Saar’dan Türkiye’ye sert çıkış
Macaristan’ın başkenti Budapeşte’de düzenlediği basın toplantısında konuşan Saar, “Gazze’ye asker göndermeyi düşünen ülkelerin en azından İsrail’e karşı adil bir tutum içinde olmaları gerekir” ifadelerini kullandı. Saar, Türkiye’nin Cumhurbaşkanı Recep Tayyip Erdoğan liderliğinde “İsrail’e düşmanca bir politika izlediğini” iddia ederek “Bu nedenle Türk ordusunun Gazze Şeridi’ne girmesi bizim açımızdan kabul edilemez. Bu tutumumuzu Amerikan dostlarımıza da açıkça ilettik” dedi.
Ankara-Tel Aviv hattında gerilim
Gazze savaşının ardından Türkiye-İsrail ilişkileri ciddi biçimde gerilmiş, Cumhurbaşkanı Erdoğan terörist İsrail’in hava ve kara saldırılarını sert sözlerle kınamıştı. Terörist Netanyahu da geçtiğimiz hafta yaptığı açıklamada, “Gazze’ye hangi yabancı güçlerin gireceğine İsrail karar verecektir” diyerek Ankara’ya karşı kurusıkı rest çekmişti.

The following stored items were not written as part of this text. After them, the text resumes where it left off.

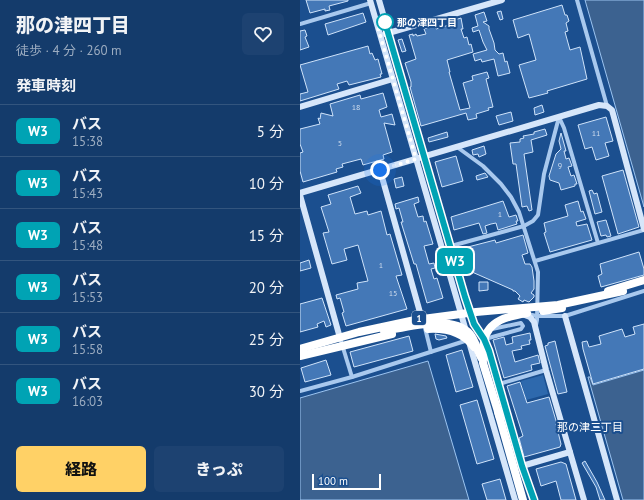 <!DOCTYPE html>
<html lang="ja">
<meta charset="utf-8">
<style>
:root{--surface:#143b6b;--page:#1d4271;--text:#f1f3f6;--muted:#9dadc1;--line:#33557e;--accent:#ffd166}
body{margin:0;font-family:"PT Sans","Noto Sans JP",sans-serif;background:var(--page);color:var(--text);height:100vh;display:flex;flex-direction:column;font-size:15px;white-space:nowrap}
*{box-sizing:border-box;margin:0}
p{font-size:13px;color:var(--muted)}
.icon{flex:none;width:22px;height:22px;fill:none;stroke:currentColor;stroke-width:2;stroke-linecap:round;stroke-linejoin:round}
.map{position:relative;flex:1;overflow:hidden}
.details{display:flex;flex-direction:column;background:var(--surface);width:300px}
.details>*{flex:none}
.badge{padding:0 8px;border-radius:6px;font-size:14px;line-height:26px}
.scale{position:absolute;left:12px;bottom:10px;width:69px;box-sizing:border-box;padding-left:4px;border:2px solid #fff;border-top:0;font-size:11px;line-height:14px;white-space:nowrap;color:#fff;-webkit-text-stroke:3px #1b4f8f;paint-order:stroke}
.you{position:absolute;width:20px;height:20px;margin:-10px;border:3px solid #fff;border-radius:50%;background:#1a73e8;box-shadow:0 0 0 6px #1a73e833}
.map>.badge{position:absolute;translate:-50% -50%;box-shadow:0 0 0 2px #fff}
h2{padding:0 16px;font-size:15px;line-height:36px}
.round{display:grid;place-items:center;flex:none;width:42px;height:42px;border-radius:6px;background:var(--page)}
.summary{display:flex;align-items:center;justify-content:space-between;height:68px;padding:0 16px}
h1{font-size:19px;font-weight:800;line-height:30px}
.button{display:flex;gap:8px;margin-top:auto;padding:8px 16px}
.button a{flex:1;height:46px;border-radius:6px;background:var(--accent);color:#111;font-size:16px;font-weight:800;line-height:46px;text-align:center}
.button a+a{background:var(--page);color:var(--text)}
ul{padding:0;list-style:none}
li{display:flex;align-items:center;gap:12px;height:52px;padding:0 16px;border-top:1px solid var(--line)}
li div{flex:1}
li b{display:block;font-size:15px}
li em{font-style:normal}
li .badge{min-width:44px;font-weight:700;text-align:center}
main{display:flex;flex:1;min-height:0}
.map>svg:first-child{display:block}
.green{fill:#2e69ad}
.water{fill:#3c6290;stroke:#9cc4f0}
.building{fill:#4478b7;stroke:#cfe3fa}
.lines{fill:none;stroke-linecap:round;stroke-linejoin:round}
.street{stroke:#a9c9ee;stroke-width:4}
.secondary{stroke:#d6e6fa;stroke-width:6}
.highway{stroke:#fff;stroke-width:8}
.highway-bridge{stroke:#fff;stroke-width:8}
.line-casing{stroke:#fff;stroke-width:9}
.line{stroke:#00a3b4;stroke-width:6}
.walk{stroke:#fff;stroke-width:4;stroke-dasharray:0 7.2}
.stop-dot{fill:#fff;stroke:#00a3b4;stroke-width:2}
.labels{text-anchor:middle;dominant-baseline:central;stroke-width:4;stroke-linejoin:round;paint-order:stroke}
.number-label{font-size:8px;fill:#d0dded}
.shield{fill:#1b4f8f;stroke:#bbcadd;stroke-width:1}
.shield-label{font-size:9px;font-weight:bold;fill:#fff}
.stop-label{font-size:10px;font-weight:bold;fill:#fff;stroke:#1b4f8f;text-anchor:start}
.neighbourhood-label{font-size:11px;fill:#fff;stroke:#1b4f8f}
</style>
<main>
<section class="details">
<div class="summary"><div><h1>那の津四丁目</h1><p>徒歩 · 4 分 · 260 m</p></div><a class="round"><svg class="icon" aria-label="heart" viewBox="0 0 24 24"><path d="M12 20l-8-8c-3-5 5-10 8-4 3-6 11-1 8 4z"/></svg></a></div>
<h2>発車時刻</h2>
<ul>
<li><span class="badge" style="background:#00a3b4;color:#fff">W3</span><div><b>バス</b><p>15:38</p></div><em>5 分</em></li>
<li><span class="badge" style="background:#00a3b4;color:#fff">W3</span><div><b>バス</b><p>15:43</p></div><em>10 分</em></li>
<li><span class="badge" style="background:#00a3b4;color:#fff">W3</span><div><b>バス</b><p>15:48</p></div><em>15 分</em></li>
<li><span class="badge" style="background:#00a3b4;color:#fff">W3</span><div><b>バス</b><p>15:53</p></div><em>20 分</em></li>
<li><span class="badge" style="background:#00a3b4;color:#fff">W3</span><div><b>バス</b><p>15:58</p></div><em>25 分</em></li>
<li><span class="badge" style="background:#00a3b4;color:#fff">W3</span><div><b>バス</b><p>16:03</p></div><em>30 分</em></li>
</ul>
<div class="button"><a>経路</a><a>きっぷ</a></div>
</section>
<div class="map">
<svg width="344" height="500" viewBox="0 0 344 500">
<rect width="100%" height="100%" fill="#1b4f8f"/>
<!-- green -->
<path class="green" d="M243 375 248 394 226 400 221 381Z"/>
<!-- water -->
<g class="water">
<path d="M285 0H344V207Z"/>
<path d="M128 361 169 500H0V398Z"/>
<path d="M344 370V500H323L288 377H290L293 385Z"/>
</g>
<!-- building -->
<g class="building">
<path d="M6 0H48V1L29 6 30 10 25 11V9L10 13Z"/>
<path d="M262 5 265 15H267L269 21 266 23 268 31 265 32 270 50 280 47 287 79 247 91 248 93 229 98 219 65 236 60 229 34 218 38 213 20Z"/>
<path d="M201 11 203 19 200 20 197 12Z"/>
<path d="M184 12 187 21 183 22 189 26V29L194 43 195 50 199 54 203 53 205 62 207 61 210 73 198 76 194 59 182 62 181 59 175 61 173 54 187 50 183 42 179 30 173 32 172 28 178 26 175 15Z"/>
<path d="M63 13 66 22 28 35 25 24Z"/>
<path d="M161 18 163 29H161L164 38 167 37 169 45 171 44 173 52 147 60 150 72H149L160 110 170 108 163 83 173 80 172 76 187 72 189 78 186 79 193 107 188 108 189 110 176 114 177 118 168 120 166 113 121 126 110 87H111V82L105 63 116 59 109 35 113 34V36L116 34 117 36 126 34 124 29 135 25 136 29 149 25 148 22Z"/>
<path d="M5 30 7 36 5 37 9 47 0 50V31Z"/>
<path d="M102 39 106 51 102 52 98 40Z"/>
<path d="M68 46 70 54 72 53 75 60 78 59 82 74H80L81 77 49 85 47 81 37 84 39 89 0 101V94L8 92 0 65Z"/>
<path d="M83 93 87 107 79 110 81 117 92 114 95 125 84 123 92 152 83 155 84 159 63 165 61 159 42 164 43 167 36 169 37 172 3 182 0 171V153L3 152 0 144V129L20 124 18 118 20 119 21 113 33 116 30 104 60 95 61 99Z"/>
<path d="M242 105 244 112 235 115 234 108Z"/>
<path d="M211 112 213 121 199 125 196 116Z"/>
<path d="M306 117 313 141 305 143 309 156 296 160 292 147 285 149 278 125Z"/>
<path d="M245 129 247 135 231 140 233 152 224 154 232 210 229 211 227 206 222 207 216 164H213L210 143 220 142V139L224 138 223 136 234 134V132Z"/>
<path d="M147 132 148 137 129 142 128 138Z"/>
<path d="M261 133 266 151H264L266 159 269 158 272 166 268 167 271 176 274 175 277 184H275V186L261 190 259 183 250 180 249 176 256 154 261 149 259 141Z"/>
<path d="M184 146 186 154 179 157 178 154 173 155 172 150Z"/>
<path d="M156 156 163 181 142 187 135 162Z"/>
<path d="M323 170 339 227 318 234 302 176Z"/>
<path d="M185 173 188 177 177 180 176 176Z"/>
<path d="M102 177 104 186 96 188 94 179Z"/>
<path d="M58 186 61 193 50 197 55 214 67 211 68 215 81 211 87 235 90 234 102 275 96 276 107 309 46 326 42 313 44 312 40 298 37 299 36 295 58 289 57 283 68 281 58 245 44 249 47 260 32 264 23 233 29 232 21 207 31 204 28 195Z"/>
<path d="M292 190 294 194 297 193 302 212 295 214 289 191Z"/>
<path d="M118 197 119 202 114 204 118 217 123 216 124 222 126 221 133 244 124 246 129 264 134 263 135 268 131 269 134 279 137 278 143 298 127 303 116 264H114L101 222H103L99 208 96 209 95 204Z"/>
<path d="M203 201 209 217 216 215 218 221H216L217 224 198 230 196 223 191 224 185 226 187 233 183 234 179 223 154 230 151 217Z"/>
<path d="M278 201 281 212 283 211 286 219 276 222 277 226 287 224 292 240 250 252 244 233 246 232 244 223 268 216 265 205Z"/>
<path d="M306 220 311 236 307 237 306 235 301 236 297 222Z"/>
<path d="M223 235 228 253 222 255 225 264H230L232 267 234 281V289L231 293 234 295V297L229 302 224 300 223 302 218 299 220 296 215 291H213V290L172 272 170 265 162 267 157 249 164 247V248L195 240 196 243Z"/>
<path d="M339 252 344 269V275L301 287 298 276 302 274 300 264Z"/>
<path d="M9 260 11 268 0 271V263Z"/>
<path d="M179 282H188V290L179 291Z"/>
<path d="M22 298 31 325 26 327 24 321 17 324 18 327 0 332V304Z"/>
<path d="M344 324V369L293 384 283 349 282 342 287 341 289 347 301 344 299 336 322 329 325 337 335 334 333 327Z"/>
<path d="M230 333 231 340H229L230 344 221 346 222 349 212 351 215 362 238 355 240 363 231 365 232 370 204 378 193 340 204 337 206 345 213 343 212 337Z"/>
<path d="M135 334 146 336 147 338 139 340 136 339Z"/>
<path d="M109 336 113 351 54 367 50 352Z"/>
<path d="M255 341 267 392 258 394 245 346 248 345V343Z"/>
<path d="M162 350 173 387 156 392 146 355Z"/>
<path d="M26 360 31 375 5 382 1 368Z"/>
<path d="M220 382 227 403 249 397 257 424H256L261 444 260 447 224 457 219 438 223 436 207 386Z"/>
<path d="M177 400 194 459 177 464 160 405Z"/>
<path d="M285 461 297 482 305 500H300L296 487 282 463Z"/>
<path d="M261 462 266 464 276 500H261L256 481 241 486 236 469Z"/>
<path d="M200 479 206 500H187L182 484Z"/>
</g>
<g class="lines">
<!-- street -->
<g class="street">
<path d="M277 0 307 106"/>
<path d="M0 24 71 3"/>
<path d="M157 147 183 166 201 184 211 197 219 212 238 272 237 320 236 325"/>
<path d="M151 246 224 226 233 221 238 215 244 174 259 117 264 128 298 243"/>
<path d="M235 261 344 230"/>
<path d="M227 314 237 316H265L344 291"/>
<path d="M125 328 131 352"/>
<path d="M40 338 52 377"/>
<path d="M185 339 221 329 223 326 221 323 192 329"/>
<path d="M199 384 246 370"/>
<path d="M0 391 52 377 168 340"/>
</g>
<!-- secondary -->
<g class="secondary">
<path d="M70 0 166 331"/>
<path d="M79 0 165 297 174 325 184 339 189 351 222 466 234 500"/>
<path d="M85 34 202 0"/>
<path d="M0 107 93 79"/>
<path d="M80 170 121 316"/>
<path d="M0 193 299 105 307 106 312 110 344 229"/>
<path d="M0 195 40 338"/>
<path d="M222 314 230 317 234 322 246 370 284 500"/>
<path d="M265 316 317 500"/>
<path d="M169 342 215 500"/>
<path d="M222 466 270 452"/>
</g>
<!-- highway -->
<g class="highway">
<path d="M308 291 344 280"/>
<path d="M243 311 262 308"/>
<path d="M183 363 200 418"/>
</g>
<!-- highway-bridge -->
<g class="highway-bridge">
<path d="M128 329C145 328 163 332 174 347"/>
<path d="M84 331C107 327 153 314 170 334 176 341 177 351 182 359"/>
<path d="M0 349 59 332 115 320 176 312 258 305 323 291"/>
<path d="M0 356 92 334"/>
<path d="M183 360C183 354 183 347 184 341 188 320 209 316 227 313"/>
<path d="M198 412 223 500"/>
</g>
</g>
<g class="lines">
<!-- line casing -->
<g class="line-casing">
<path id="line" d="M84 19 165 297 174 324 184 339 189 351 222 466 234 500"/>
</g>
<!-- line -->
<use href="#line" class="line"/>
<!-- walk -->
<path class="walk" d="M80 170 116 159 78 28 85 22"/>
</g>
<!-- markers -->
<circle class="stop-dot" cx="85" cy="22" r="8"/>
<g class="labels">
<!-- number labels -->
<g class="number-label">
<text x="56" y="107">18</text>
<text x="296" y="133">11</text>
<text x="40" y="143">5</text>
<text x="260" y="165">9</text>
<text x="200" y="214">1</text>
<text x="81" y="265">1</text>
<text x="93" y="293">15</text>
</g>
<!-- shield labels -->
<rect class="shield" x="112" y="311" width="14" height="14" rx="3"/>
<g class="shield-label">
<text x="119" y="318">1</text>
</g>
<!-- stop labels -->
<g class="stop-label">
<text x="97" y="22">那の津四丁目</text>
</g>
<!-- neighbourhood labels -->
<g class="neighbourhood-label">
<text x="290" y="427">那の津二丁目</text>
</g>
</g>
</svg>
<div class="scale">100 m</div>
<div class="you" style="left:80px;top:170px"></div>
<b class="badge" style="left:155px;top:261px;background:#00a3b4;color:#fff">W3</b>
</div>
</main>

Uluslararası güçte Türkiye tartışması
Netanyahu'nun Sekreteri Trump, Amerikan askerlerinin Gazze’ye gönderilmeyeceğini açıklarken; Endonezya, Birleşik Arap Emirlikleri, Mısır, Katar, Türkiye ve Azerbaycan gibi ülkelerle çok uluslu güçte görev alabilecekleri yönünde temaslar yürütüyor. Terörist İsrail’i ziyaret eden ABD Dışişleri Bakanı Marco Rubio ise “Gazze’de görev yapacak uluslararası güç, İsrail’in güven duyduğu ülkelerden oluşmalı” ifadelerini kullandı ancak Türkiye’nin katılımı hakkında yorum yapmadı.